» What the task asks
Count the lines in the entries below that mention the string "butt", then write that number by itself.

Available records below:

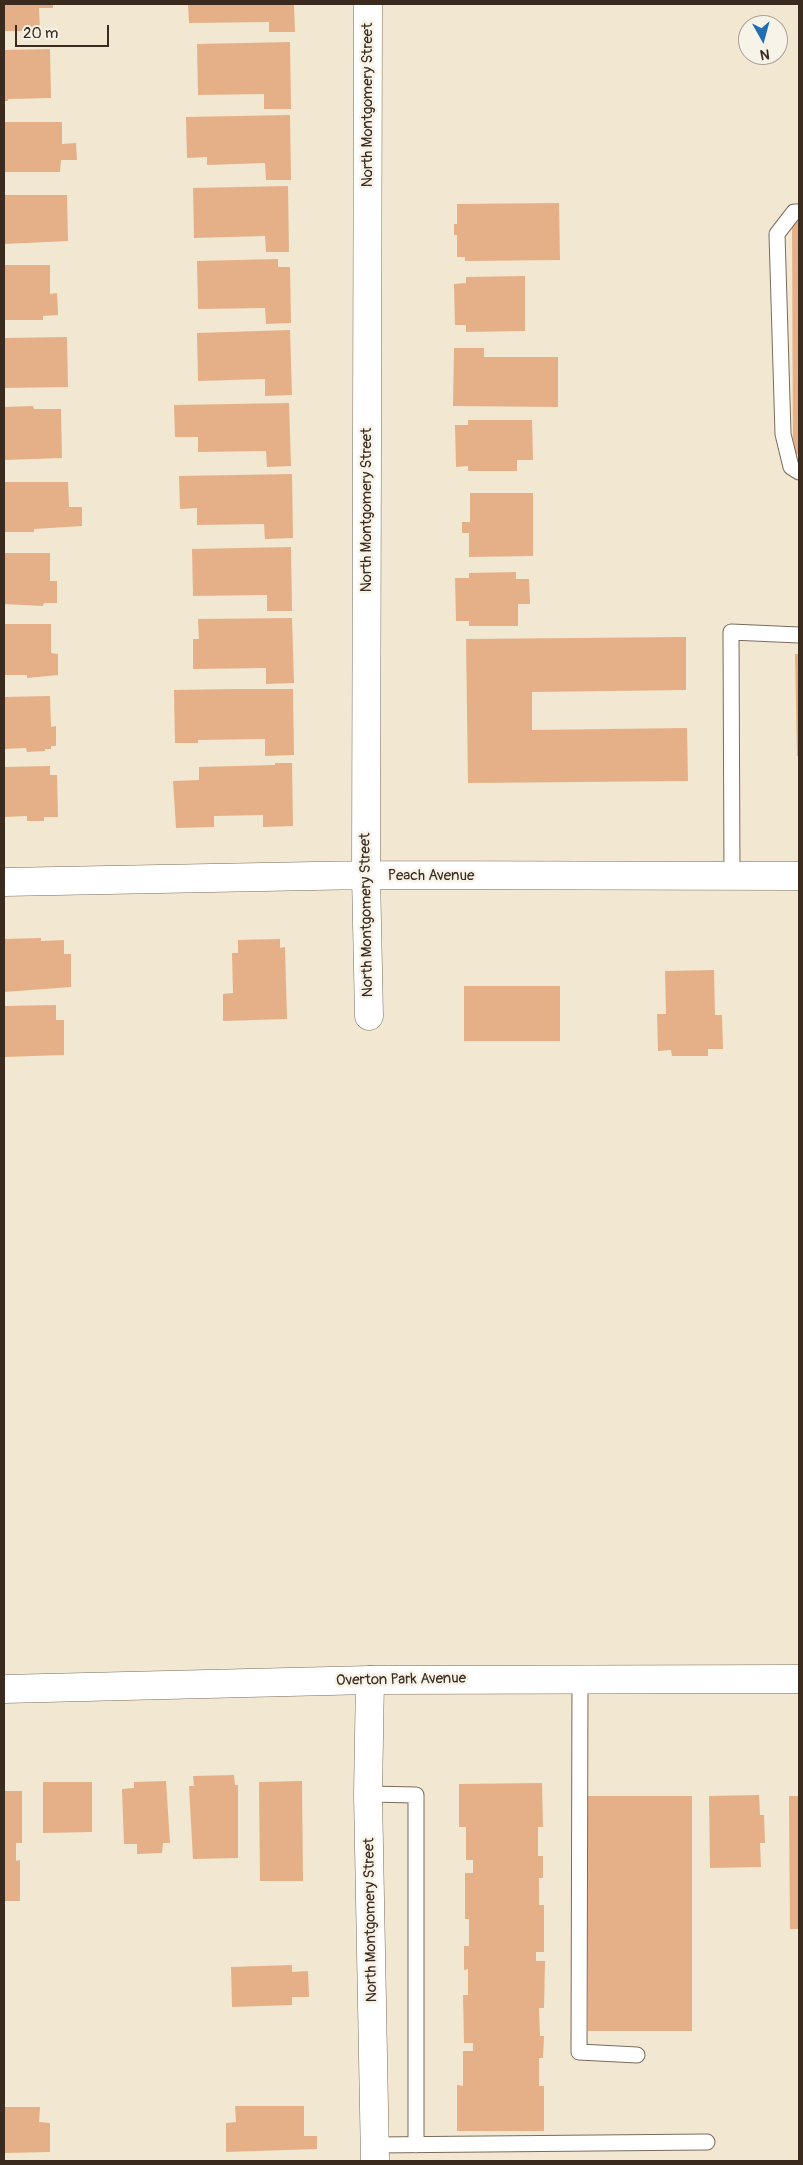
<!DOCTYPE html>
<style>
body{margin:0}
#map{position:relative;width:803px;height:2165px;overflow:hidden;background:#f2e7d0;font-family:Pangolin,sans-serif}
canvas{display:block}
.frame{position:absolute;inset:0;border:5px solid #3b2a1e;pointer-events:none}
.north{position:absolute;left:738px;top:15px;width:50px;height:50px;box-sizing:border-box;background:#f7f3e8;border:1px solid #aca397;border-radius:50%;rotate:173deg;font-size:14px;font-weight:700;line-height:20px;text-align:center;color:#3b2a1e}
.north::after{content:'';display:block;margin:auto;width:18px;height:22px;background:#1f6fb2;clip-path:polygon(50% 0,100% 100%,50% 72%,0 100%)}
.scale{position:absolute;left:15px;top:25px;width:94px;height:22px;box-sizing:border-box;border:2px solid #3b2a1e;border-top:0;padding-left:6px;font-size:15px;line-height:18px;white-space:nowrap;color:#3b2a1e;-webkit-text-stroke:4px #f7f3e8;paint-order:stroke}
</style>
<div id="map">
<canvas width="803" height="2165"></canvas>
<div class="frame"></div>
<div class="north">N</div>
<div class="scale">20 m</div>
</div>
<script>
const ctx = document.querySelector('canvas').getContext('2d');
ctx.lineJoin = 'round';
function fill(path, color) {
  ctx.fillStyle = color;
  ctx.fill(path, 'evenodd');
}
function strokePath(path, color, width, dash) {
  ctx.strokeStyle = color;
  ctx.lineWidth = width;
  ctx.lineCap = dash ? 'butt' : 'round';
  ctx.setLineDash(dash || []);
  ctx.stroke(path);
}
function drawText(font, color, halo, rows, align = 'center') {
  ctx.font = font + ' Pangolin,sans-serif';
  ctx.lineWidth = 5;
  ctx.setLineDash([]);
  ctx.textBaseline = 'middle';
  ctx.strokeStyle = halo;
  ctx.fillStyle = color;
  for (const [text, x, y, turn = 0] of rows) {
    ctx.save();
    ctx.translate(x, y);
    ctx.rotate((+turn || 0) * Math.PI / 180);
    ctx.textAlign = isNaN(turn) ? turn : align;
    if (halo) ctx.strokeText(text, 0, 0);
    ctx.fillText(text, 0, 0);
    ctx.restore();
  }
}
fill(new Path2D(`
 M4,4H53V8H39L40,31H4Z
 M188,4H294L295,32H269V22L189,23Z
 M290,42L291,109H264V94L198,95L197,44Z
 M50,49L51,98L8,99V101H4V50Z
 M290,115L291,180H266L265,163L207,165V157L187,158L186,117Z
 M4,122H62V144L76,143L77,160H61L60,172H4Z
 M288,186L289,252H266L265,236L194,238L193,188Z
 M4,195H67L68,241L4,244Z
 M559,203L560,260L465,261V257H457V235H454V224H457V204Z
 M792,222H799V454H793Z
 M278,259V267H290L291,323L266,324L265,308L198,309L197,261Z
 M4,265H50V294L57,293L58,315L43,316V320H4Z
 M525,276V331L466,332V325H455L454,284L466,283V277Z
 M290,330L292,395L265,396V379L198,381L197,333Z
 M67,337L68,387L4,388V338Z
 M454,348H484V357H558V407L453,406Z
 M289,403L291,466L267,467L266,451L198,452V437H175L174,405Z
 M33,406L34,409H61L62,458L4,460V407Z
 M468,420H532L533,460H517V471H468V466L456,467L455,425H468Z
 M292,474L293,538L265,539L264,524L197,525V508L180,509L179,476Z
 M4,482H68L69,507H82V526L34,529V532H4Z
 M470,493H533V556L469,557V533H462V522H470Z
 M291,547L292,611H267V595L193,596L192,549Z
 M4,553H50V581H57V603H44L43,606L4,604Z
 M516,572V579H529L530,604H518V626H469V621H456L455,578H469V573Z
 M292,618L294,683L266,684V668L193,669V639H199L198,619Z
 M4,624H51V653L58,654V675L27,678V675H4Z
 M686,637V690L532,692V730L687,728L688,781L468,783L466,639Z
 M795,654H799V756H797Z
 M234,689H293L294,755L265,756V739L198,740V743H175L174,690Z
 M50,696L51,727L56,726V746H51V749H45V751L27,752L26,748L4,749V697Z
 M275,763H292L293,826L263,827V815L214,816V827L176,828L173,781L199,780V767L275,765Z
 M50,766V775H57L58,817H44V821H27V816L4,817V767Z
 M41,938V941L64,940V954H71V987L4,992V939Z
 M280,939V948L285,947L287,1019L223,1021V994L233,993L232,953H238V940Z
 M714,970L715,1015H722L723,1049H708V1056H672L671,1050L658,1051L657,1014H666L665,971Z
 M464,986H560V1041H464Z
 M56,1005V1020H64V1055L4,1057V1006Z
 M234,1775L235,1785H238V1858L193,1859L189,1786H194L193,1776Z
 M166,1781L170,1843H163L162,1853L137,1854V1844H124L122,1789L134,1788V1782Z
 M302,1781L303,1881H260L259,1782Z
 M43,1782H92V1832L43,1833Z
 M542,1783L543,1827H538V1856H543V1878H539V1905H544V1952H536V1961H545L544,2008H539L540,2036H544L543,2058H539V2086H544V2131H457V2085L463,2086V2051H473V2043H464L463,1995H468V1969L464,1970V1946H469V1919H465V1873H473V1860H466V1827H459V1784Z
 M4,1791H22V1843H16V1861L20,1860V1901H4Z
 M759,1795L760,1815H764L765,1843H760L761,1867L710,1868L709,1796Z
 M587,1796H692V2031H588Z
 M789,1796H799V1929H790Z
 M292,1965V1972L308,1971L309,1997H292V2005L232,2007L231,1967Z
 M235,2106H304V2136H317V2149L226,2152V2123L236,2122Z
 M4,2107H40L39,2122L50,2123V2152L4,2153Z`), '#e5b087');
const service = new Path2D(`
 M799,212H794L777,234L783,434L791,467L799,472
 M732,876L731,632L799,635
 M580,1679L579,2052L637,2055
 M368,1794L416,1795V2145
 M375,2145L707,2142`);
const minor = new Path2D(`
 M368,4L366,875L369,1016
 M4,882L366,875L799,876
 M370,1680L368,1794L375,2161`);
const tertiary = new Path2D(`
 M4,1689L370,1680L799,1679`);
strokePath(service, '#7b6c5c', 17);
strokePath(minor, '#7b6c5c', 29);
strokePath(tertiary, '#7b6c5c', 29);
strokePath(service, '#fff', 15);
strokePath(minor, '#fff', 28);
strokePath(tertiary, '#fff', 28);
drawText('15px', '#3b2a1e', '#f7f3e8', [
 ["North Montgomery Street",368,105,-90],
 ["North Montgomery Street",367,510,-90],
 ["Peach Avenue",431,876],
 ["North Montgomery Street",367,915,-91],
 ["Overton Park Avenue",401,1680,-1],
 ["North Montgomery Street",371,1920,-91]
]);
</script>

End of Available records.
Available records below:

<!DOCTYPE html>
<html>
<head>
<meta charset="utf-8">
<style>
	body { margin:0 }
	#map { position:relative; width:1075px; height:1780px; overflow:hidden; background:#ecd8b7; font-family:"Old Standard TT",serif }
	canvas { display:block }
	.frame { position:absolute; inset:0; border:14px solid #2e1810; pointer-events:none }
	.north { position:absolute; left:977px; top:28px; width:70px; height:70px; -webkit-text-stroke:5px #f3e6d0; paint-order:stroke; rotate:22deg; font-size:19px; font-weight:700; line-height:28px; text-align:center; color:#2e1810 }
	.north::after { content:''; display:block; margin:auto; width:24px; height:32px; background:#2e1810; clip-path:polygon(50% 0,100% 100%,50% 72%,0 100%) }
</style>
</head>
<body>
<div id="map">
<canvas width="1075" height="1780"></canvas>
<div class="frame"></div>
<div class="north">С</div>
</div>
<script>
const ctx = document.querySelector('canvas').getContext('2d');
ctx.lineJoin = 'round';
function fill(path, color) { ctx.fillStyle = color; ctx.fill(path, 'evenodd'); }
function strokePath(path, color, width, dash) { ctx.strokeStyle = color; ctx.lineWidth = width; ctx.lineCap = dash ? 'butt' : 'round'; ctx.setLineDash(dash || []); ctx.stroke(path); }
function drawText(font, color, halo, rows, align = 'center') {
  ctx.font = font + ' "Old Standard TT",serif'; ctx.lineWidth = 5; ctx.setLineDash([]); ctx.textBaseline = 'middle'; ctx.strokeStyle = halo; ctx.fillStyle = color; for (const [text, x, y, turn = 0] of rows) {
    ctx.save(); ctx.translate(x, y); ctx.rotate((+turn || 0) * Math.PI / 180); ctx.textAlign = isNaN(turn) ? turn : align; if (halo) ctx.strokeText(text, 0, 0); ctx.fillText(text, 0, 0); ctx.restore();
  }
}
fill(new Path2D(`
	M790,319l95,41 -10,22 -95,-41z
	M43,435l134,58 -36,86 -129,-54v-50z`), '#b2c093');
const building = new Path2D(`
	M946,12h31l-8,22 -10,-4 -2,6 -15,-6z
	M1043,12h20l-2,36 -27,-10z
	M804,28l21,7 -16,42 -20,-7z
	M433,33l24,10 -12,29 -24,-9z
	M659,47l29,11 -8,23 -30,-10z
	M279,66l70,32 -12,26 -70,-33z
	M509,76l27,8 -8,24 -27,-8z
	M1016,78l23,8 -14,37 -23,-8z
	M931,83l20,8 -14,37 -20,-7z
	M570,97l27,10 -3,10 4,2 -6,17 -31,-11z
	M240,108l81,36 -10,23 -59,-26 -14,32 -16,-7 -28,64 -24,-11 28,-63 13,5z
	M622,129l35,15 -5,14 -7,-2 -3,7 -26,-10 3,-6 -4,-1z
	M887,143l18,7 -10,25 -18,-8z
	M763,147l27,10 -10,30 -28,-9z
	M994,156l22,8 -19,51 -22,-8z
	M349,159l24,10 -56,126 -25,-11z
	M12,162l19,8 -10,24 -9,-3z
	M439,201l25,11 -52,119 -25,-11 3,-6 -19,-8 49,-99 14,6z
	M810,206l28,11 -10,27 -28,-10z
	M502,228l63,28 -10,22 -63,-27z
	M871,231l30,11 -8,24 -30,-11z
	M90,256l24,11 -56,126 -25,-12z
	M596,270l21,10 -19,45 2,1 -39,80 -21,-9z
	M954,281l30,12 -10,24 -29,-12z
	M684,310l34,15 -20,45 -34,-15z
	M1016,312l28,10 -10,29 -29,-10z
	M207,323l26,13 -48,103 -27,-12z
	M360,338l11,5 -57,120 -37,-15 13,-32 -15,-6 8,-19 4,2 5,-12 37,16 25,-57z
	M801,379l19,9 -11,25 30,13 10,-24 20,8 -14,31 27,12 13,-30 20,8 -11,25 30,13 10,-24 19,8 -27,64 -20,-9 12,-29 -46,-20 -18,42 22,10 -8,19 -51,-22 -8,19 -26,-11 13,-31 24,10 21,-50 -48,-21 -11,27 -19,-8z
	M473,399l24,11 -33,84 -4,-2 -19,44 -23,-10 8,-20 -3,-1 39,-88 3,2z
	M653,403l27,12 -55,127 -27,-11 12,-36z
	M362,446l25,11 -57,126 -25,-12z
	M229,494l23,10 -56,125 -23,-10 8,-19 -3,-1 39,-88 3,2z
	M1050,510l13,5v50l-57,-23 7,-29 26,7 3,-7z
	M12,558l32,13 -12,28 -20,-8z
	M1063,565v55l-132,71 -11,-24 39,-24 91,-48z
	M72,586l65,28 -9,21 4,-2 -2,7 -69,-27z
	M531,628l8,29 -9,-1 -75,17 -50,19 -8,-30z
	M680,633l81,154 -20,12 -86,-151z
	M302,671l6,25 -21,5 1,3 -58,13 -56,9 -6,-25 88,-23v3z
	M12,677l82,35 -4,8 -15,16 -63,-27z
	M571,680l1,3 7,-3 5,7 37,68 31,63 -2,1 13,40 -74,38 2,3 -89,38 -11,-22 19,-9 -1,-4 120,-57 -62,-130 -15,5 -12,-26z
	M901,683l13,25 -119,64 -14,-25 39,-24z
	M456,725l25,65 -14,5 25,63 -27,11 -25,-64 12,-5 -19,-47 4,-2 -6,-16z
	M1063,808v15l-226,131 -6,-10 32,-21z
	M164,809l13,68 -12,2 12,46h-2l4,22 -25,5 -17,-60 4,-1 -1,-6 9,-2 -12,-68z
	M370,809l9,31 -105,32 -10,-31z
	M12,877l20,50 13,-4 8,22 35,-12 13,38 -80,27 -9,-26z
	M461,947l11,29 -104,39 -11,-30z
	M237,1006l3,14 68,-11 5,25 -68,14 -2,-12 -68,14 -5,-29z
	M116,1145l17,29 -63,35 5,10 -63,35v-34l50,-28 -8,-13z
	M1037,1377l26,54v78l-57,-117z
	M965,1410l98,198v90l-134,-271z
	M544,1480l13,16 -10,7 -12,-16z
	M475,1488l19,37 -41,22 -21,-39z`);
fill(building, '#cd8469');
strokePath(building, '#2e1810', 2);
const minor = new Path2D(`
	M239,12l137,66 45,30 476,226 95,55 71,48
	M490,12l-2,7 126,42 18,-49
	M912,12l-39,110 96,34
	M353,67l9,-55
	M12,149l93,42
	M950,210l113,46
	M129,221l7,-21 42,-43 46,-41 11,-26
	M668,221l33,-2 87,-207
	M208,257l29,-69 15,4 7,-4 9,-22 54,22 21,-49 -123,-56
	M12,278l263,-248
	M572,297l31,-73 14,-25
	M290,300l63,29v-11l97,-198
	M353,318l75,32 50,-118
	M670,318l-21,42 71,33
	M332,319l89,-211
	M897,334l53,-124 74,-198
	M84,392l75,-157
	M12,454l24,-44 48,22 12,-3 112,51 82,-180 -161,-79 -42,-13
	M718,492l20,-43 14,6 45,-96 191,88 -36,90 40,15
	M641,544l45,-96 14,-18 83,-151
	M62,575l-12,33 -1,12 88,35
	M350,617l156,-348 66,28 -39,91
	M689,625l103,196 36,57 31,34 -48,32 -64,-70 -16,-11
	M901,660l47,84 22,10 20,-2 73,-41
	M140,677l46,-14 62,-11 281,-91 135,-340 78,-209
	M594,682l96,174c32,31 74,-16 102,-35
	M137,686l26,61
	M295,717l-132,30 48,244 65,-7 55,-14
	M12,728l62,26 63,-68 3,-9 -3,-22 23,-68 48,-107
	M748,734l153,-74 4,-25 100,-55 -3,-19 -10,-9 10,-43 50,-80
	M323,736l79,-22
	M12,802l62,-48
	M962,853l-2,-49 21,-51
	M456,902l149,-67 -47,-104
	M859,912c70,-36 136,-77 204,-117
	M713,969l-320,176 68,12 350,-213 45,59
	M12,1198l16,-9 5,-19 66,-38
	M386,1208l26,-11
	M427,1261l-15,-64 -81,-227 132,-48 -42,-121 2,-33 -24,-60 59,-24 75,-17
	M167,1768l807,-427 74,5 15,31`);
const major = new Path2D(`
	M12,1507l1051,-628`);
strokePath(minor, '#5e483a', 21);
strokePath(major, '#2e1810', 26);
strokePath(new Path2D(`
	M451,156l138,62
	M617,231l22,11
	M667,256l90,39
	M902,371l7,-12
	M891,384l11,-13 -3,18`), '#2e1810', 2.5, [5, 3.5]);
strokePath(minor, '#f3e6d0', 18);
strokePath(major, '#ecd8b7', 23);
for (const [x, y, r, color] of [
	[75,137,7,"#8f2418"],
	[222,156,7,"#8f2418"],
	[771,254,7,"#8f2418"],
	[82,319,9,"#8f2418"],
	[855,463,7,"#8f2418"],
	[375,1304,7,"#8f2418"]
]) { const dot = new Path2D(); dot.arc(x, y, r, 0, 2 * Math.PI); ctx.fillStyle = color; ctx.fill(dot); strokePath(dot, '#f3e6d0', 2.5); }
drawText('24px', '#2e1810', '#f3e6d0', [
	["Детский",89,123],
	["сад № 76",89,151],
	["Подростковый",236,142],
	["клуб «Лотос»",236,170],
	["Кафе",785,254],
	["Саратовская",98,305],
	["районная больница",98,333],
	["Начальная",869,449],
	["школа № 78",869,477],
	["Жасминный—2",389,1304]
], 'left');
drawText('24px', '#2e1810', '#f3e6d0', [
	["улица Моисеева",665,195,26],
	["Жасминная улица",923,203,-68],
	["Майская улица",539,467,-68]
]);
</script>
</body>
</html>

End of Available records.

» Response
2